Red-bellied Woodpecker — roadkill, September 2025
These winged, finned, and furry neighbors live in trees, brush, rivers, and lakes. Some fly, some burrow, some hide under porches. They are abundant, ordinary, easy to dismiss. My uncle once said of field mice, “Even if you killed them all, that’s not all of them!” But as Barry Lopez wrote, “To consider that the honey bee and the wild horse have their own integrity and perhaps even their own aspirations, and can no longer be viewed as subjects, willing to participate in the construction of a world built to serve the needs and desires of human beings alone.”
At the time I was also enduring my own disappearance. Relieved of a career, undone by falsities and lies, I knew what it meant to be treated as disposable. As Lopez observed, “Disappearance reminds us to notice, transience to cherish, fragility to defend.” By paying attention to the overlooked, I was saving myself from oblivion. But, death is coming for all of us, and this little circus of temporary amusements will fade and all of us will decease.

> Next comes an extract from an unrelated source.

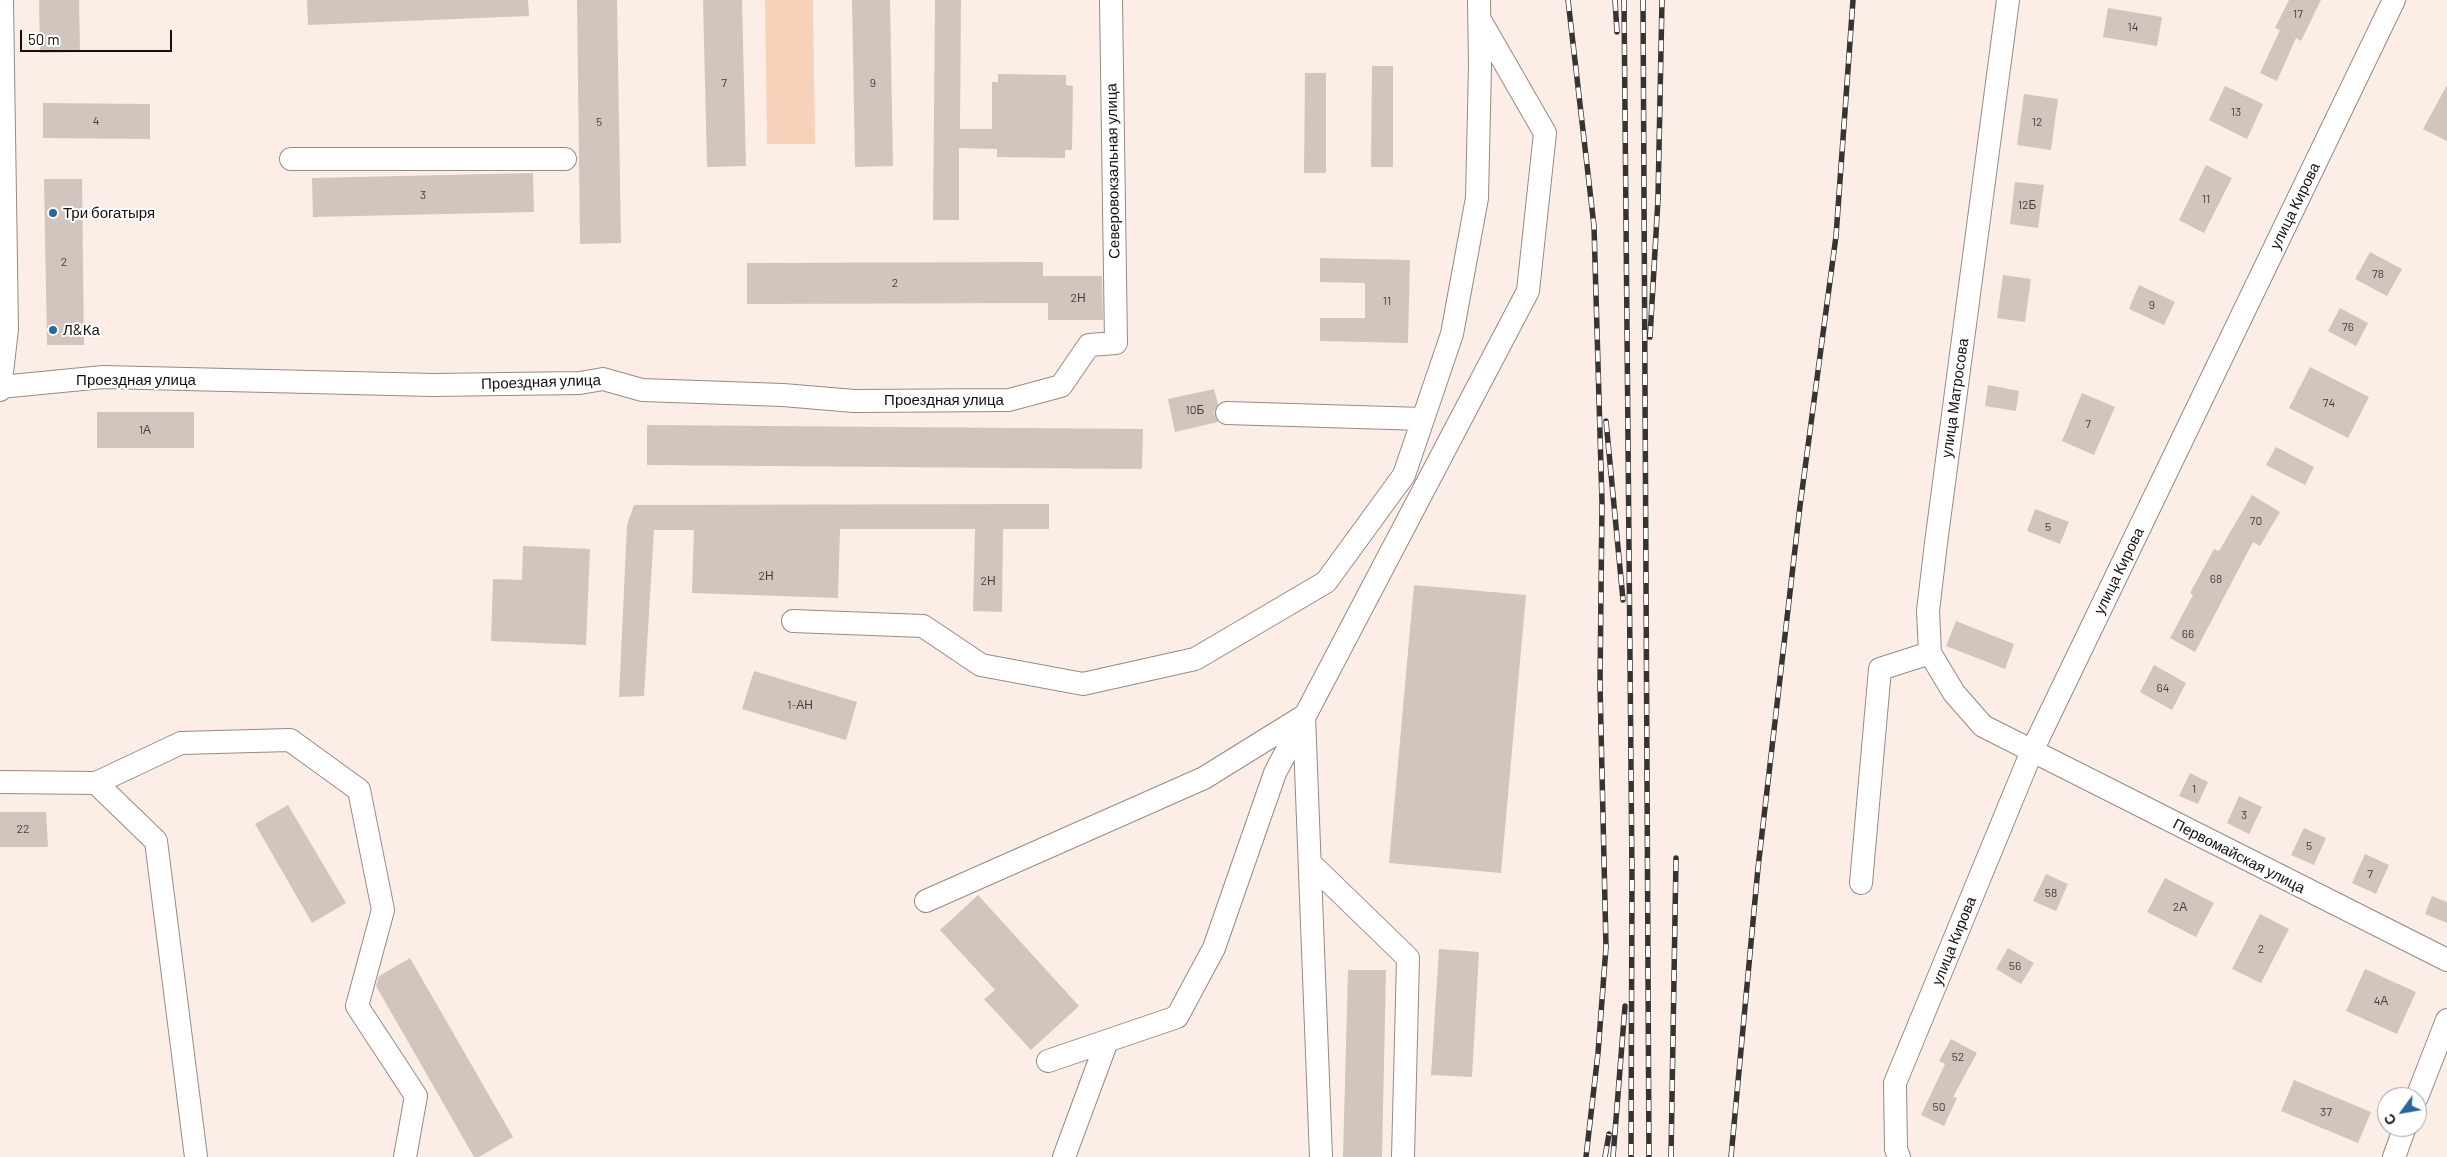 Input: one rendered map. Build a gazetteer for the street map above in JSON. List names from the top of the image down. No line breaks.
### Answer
{"streets":{"street":["Северовокзальная улица","улица Кирова","Проездная улица","улица Матросова","Первомайская улица"]},"crossings":[["Северовокзальная улица","Проездная улица"],["улица Кирова","улица Матросова"],["улица Кирова","Первомайская улица"],["улица Матросова","Первомайская улица"]],"places":["Три богатыря","Л&Ка"],"house_numbers":["17","14","7","9","13","4","5","12","3","11","12Б","2","78","2","2Н","11","9","76","74","10Б","7","1А","70","5","2Н","68","2Н","66","64","1-АН","1","3","22","5","7","58","2А","2","56","4А","52","50","37"],"scale_bar":"50 m","north":"bottom left"}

Blue Jay — killed by a Cooper’s Hawk, 2024
Each burial feels like a correction to a larger miscalculation. We keep the wrong ledger. A squirrel has no price tag, so its death means nothing. A field mouse is common, so it is expendable. A robin is ordinary, so it slips past notice. But a world in which sparrows and chipmunks count for nothing is a world in which our own lives are cheapened too. By pausing, being cautious, patient and kind to every living creature, or noticing and paying respect to their dead I try, so hard I try, to balance the ledger, if only for a moment, to see with clarity the beautiful tragedy of this lift.
Easter Gray Squirrel Burial - Run over by a speeding car - September 2025
Acknowledging the death of something small drew me out of myself, beyond ego or injury. To respond with gentleness kept me from turning bitter, and taught me that the truest refusal is not hardness but compassion and kindness — a way of honoring every life that longs to flourish, including my own.